Except for conceiving and raising them, one of the hardest things involved with bringing children into the world is agreeing on a name.
For many years, Michael has been the most popular name in the USA for a boy.
Lately, names like Cody, Wyatt and Dustin have been moving up the list in popularity.
Recently, the most popular name in the USA for a boy was Jacob and for a girl it was Isabella. These are the names of the two main characters in the TWILIGHT movie series, with Jacob being a werewolf. And in many parts of the world these days, including England, the number one name for a boy is Mohammad.
Believe it or not, my cousin in Phoenix has a neighbor who had difficulty coming up with a name for his kids so he named them after the model name of his two trucks -- Cheyenne and Sierra.

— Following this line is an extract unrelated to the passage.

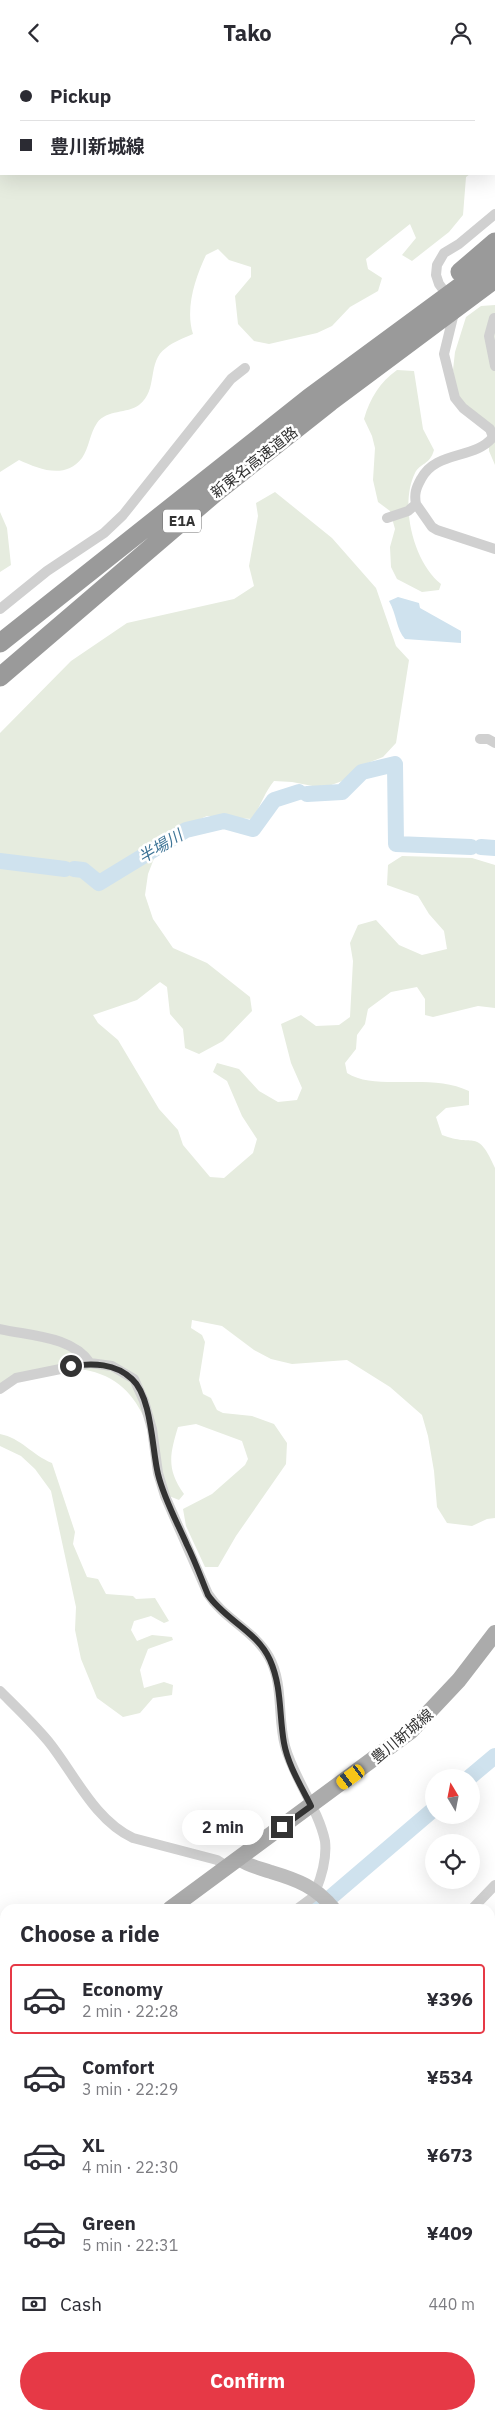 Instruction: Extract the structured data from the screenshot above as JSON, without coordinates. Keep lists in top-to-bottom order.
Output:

It's probably a good thing he didn't own a Volvo and a Hummer.
Some people come up with even more outlandish names. For example, Rock star, Frank Zappa, named two of his kids Dweezle and Moon Unit. When your last name is Zappa, anything is fair game.
A couple of years ago, a New York couple expecting a baby boy within the next 30 days put up a web site where they accepted bids from corporations. They intended to name their son after the highest bidder, such as Pepsi, Ajax, Goodyear or Microsoft.
Its bad enough to name your kids after the model of the truck sitting in your front yard, but this is going a little too far -- another sign that civilization as we know it is about to come to an end.
Some of the potential names this poor kid could be saddled with include:
Fruit of the Loom
I Can't Believe It's Not Butter
So what would you name your baby boy if you had to name him after a corporate sponsor??
Personally, I think I'd name him Stop Leak or Drano, and send him to medical school.
Quote for the Day "Humor is just another defense against the universe." Mel Brooks
Bret Burquest is the author of 12 books. He lives in the Ozark Mountains with a few dogs and where Bubba is the most popular name.